RU2110926C1 - Protein solving method - Google Patents

Abstract

FIELD: food-processing industry and biotechnology, in particular, obtaining of protein solutions from protein-containing raw material. SUBSTANCE: method involves grinding raw material; mixing with electrolytic solution; conducting electric treatment in cathodic chamber of double-chamber electrolyser; heating till pH value of mixture reaches 10.0-12.5, with temperature of mixture not exceeding protein coagulation temperature; conducting the process till intermittent light transmission coefficient increase is obtained. EFFECT: increased efficiency and simplified method. 10 cl

Description

 The invention relates to food industry and biotechnology, including preparative biochemistry, and more specifically to methods for producing protein solutions from protein-containing raw materials of predominantly natural origin, for example, waste from fish processing, grain, meat and other food industries, and can also be used for medical and cosmetic purposes.

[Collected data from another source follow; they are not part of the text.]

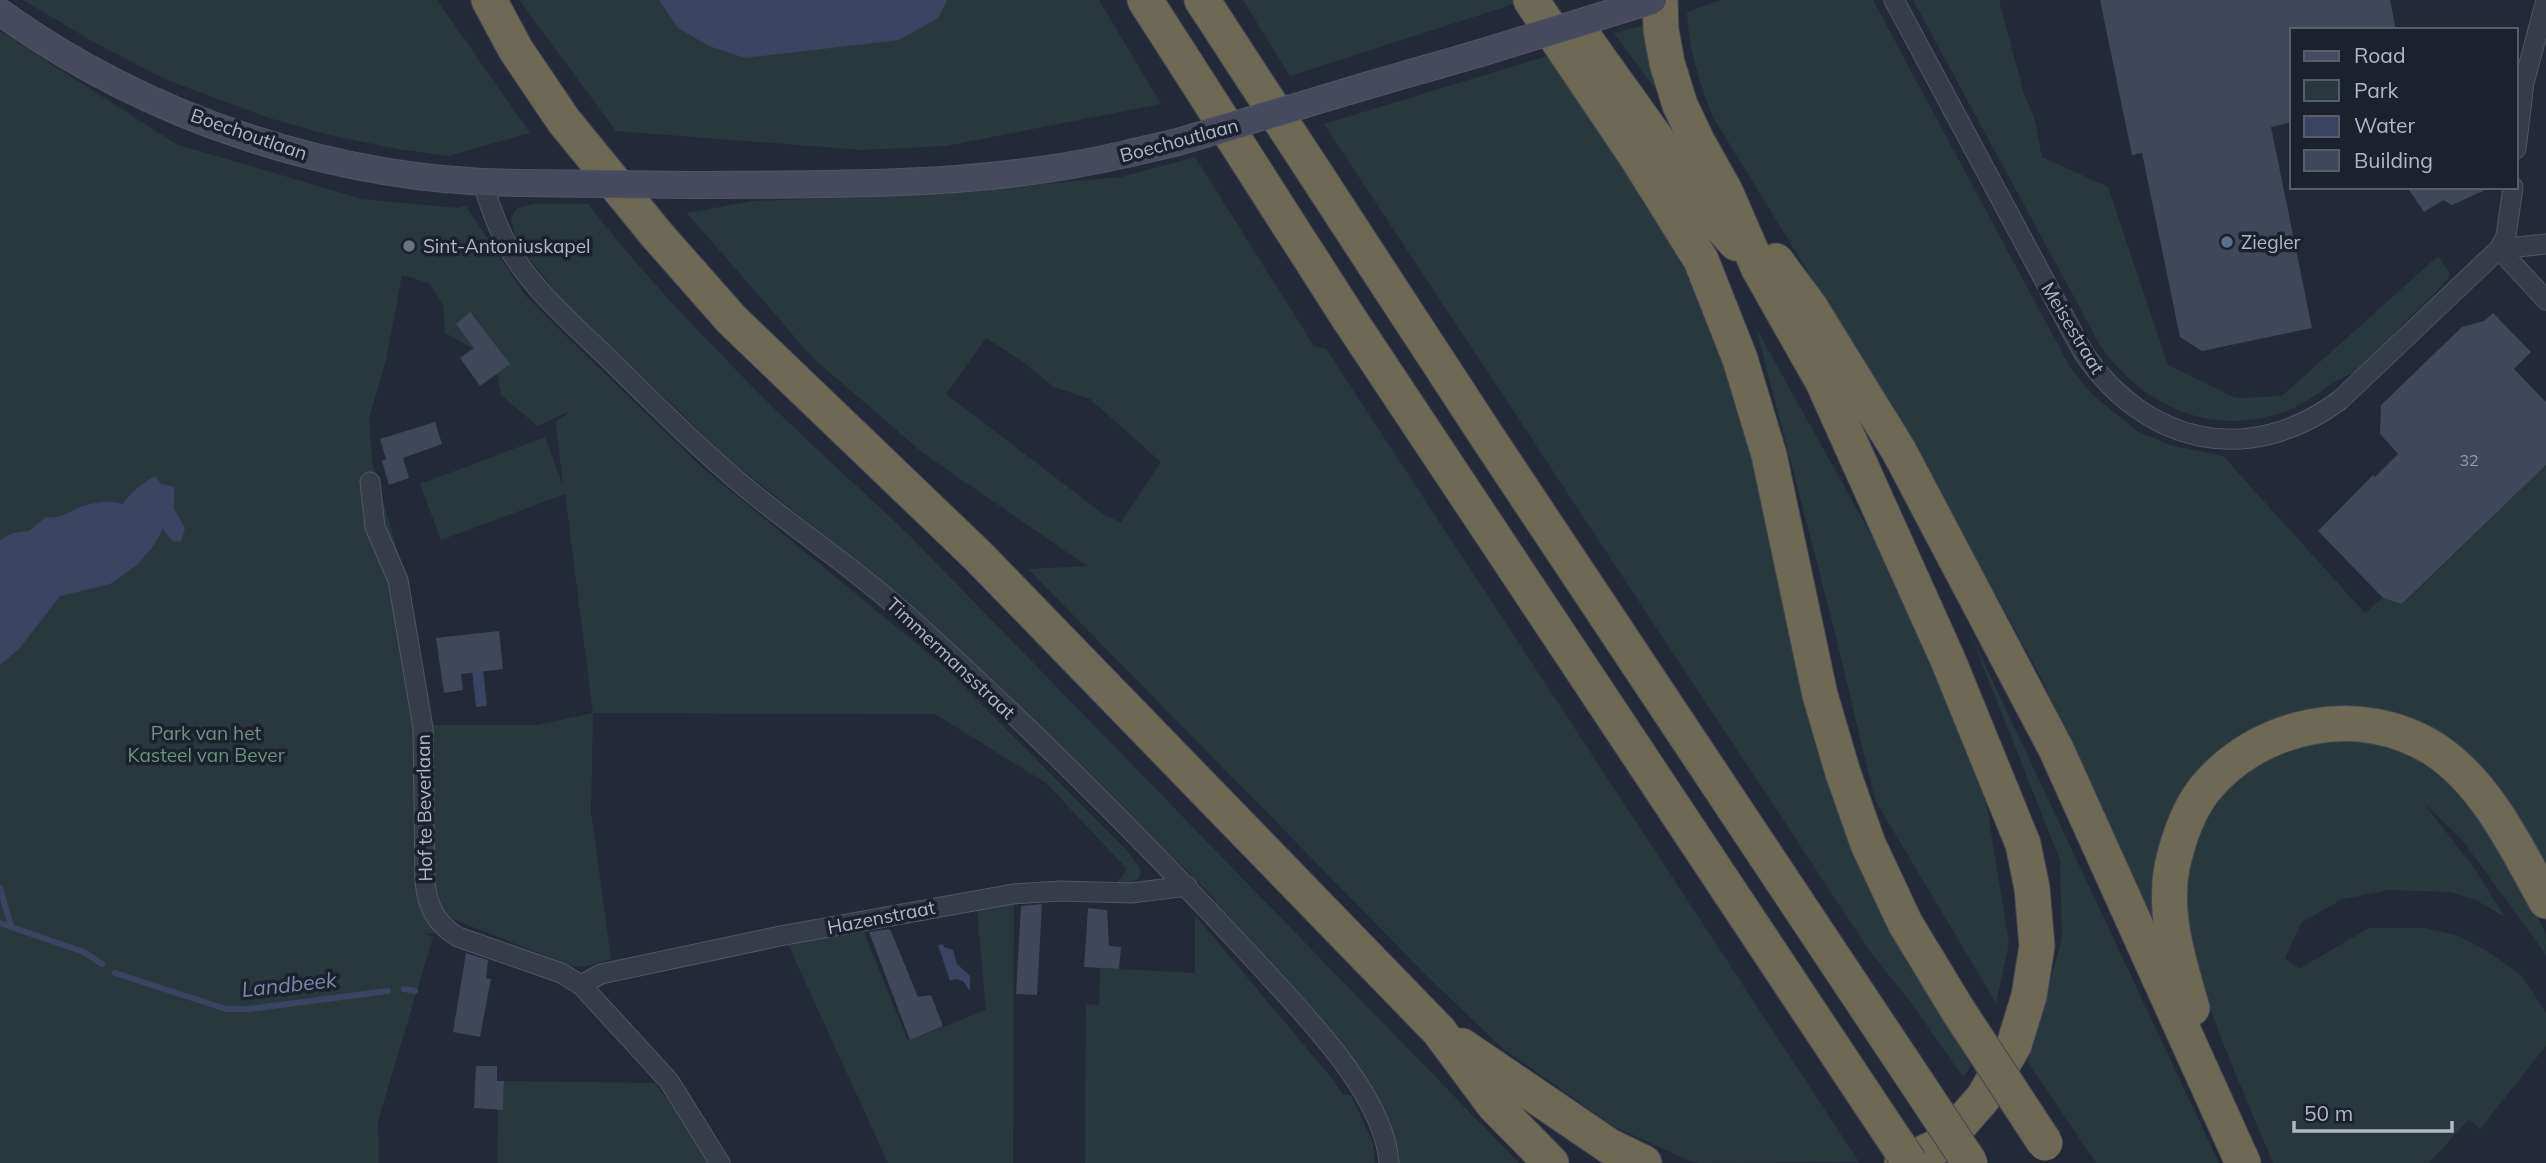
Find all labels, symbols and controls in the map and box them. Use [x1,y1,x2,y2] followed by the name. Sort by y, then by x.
[2290,28,2518,189] legend
[2354,42,2405,68] text: Road
[2354,77,2398,103] text: Park
[188,103,310,165] street label: Boechoutlaan
[2354,112,2415,138] text: Water
[1117,113,1241,167] street label: Boechoutlaan
[2354,147,2433,173] text: Building
[2241,230,2300,254] place label: Ziegler
[423,234,591,258] place label: Sint-Antoniuskapel
[2219,234,2235,250] marker: Ziegler
[401,238,417,254] marker: Sint-Antoniuskapel
[2036,278,2110,379] street label: Meisestraat
[2459,450,2479,470] house number: 32
[882,592,1021,724] street label: Timmermansstraat
[127,721,285,767] park label: Park van het Kasteel van Bever
[411,734,437,882] street label: Hof te Beverlaan
[825,895,937,939] street label: Hazenstraat
[240,966,339,1002] water label: Landbeek
[2294,1090,2452,1134] scale bar
[2304,1100,2353,1126] text: 50 m

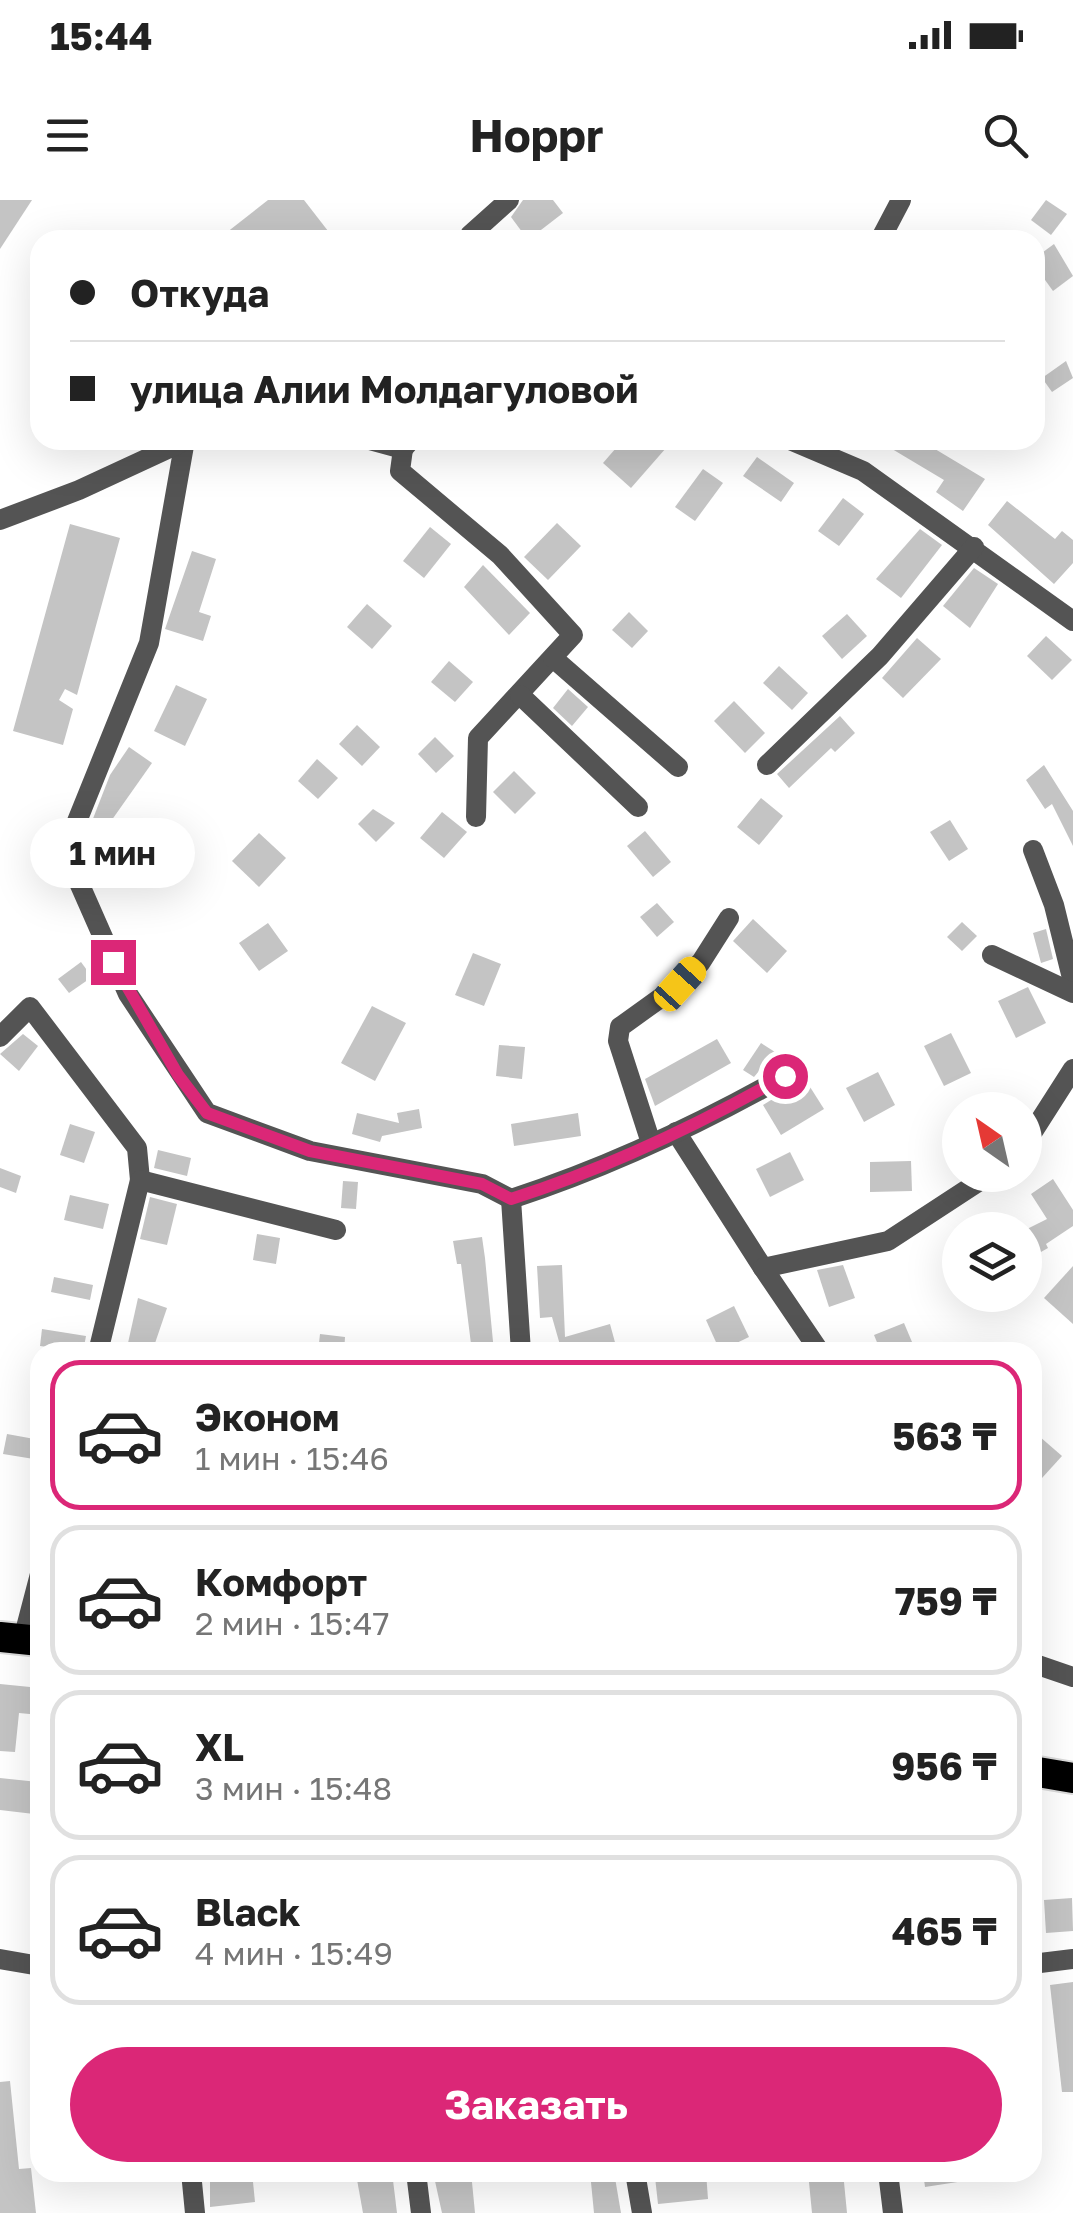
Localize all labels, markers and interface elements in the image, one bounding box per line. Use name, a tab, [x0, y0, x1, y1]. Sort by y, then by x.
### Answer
text: 15:44	[50, 13, 152, 58]
icon: menu	[40, 108, 95, 163]
text: Hoppr	[469, 108, 604, 162]
icon: search	[978, 108, 1033, 163]
text: Откуда	[130, 270, 269, 315]
text: улица Алии Молдагуловой	[130, 366, 638, 411]
callout: 1 мин	[31, 817, 196, 887]
text: 1 мин	[69, 834, 156, 872]
route end	[91, 940, 136, 985]
car	[649, 952, 711, 1016]
route start	[763, 1054, 808, 1099]
north arrow	[942, 1092, 1042, 1192]
map controls	[942, 1092, 1042, 1312]
button: layers	[942, 1212, 1042, 1312]
icon: car	[75, 1390, 165, 1480]
text: Эконом	[195, 1394, 339, 1439]
text: 563 ₸	[892, 1413, 997, 1458]
text: 1 мин · 15:46	[195, 1439, 389, 1477]
icon: car	[75, 1555, 165, 1645]
text: Комфорт	[195, 1559, 367, 1604]
text: 759 ₸	[895, 1578, 997, 1623]
text: 2 мин · 15:47	[195, 1604, 389, 1642]
icon: car	[75, 1720, 165, 1810]
text: XL	[195, 1724, 244, 1769]
text: 956 ₸	[891, 1743, 997, 1788]
text: 3 мин · 15:48	[195, 1769, 392, 1807]
icon: car	[75, 1885, 165, 1975]
text: Black	[195, 1889, 300, 1934]
text: 465 ₸	[892, 1908, 997, 1953]
text: 4 мин · 15:49	[195, 1934, 393, 1972]
button: Заказать	[70, 2047, 1002, 2162]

A known method of dissolving protein mainly to obtain protein hydrolysates from protein-containing raw materials (for example, ed. St. USSR N 1695868, class A 23 J 1/18, 1991), including acid hydrolysis of raw materials with concentrated acid and heating to 100 - 250 ^o C before mixing.

 The disadvantages of the method are the relatively low degree of protein dissolution and, accordingly, the deteriorated quality of the final product, a protein-containing solution, as well as the need to use potent concentrated acids, which significantly degrade the ecology of such a production.

The closest technical solution to the claimed, adopted as a prototype of the invention, is a method of dissolving a protein to obtain a protein hydrolyzate from hydrobionts (ed. St. USSR N 1687213, class A 23 J 1/04, 1991). The specified method involves the extraction of pre-ground and washed with water raw materials with a 0.5 - 2.0% NaCl solution in a ratio of 1: 6 in the cathode chamber of a diaphragm electrolyzer at a current density of 300 - 600 A / m ² for 10 - 15 min until it reaches pH 12.0 - 12.5, followed by heating at 80 - 90 ^o C for 15 - 40 minutes

 The disadvantages of the prototype are the excessive complexity and duration of the entire production cycle as a whole, including the multi-stage process, which is the main reason for a significant increase in energy consumption, especially in conditions of continuous large-scale industrial production.

 The invention is directed to the creation of technologies for the production of protein-containing solutions for various purposes with the possibility of processing unconventional types of protein-containing raw materials, including waste from the processing of raw materials mainly of natural origin (meal, soybean, sunflower, waste from cutting fish, whey, cheese, cottage cheese, etc.), as well as protein by-products of microbiological industries, for example, mushroom mass remaining in the production of citric acid and yeast and other

 At the same time, the problem of creating an effective method for dissolving protein was solved, which allows combining the high quality of the final product - a protein-containing solution with the guaranteed maximum level of protein dissolved in it, minimizing energy and labor costs and expanding the range of types of processed raw materials.

 This is achieved by the fact that in the proposed method of dissolving the protein, including grinding the raw material, mixing it with an electrolyte solution, processing the initial mixture in an electric field, mainly in the cathode chamber of a two-chamber electrolyzer, and heating, in contrast to the prototype, the electric processing and heating of the initial mixture is carried out as follows so that when the pH of the mixture reaches 10.0 - 12.5, the temperature of the latter does not exceed the coagulation temperature of the protein (the corresponding type of raw material), and the process leads to an abrupt increase the values of the transmittance of the initial mixture, on the basis of which they conclude that the protein is completely dissolved and the process ends. In this case, an abrupt increase in the light transmission coefficient of the medium of the initial mixture is accompanied and coincides in time with the formation of a translucent, mainly uniform, structure in the entire volume of the initial mixture. After that, the heat supply process is stopped to maintain the temperature of the mixture. The light transmittance is determined by measuring the degree of turbidity of the medium, for example, using a photoelectric calorimeter.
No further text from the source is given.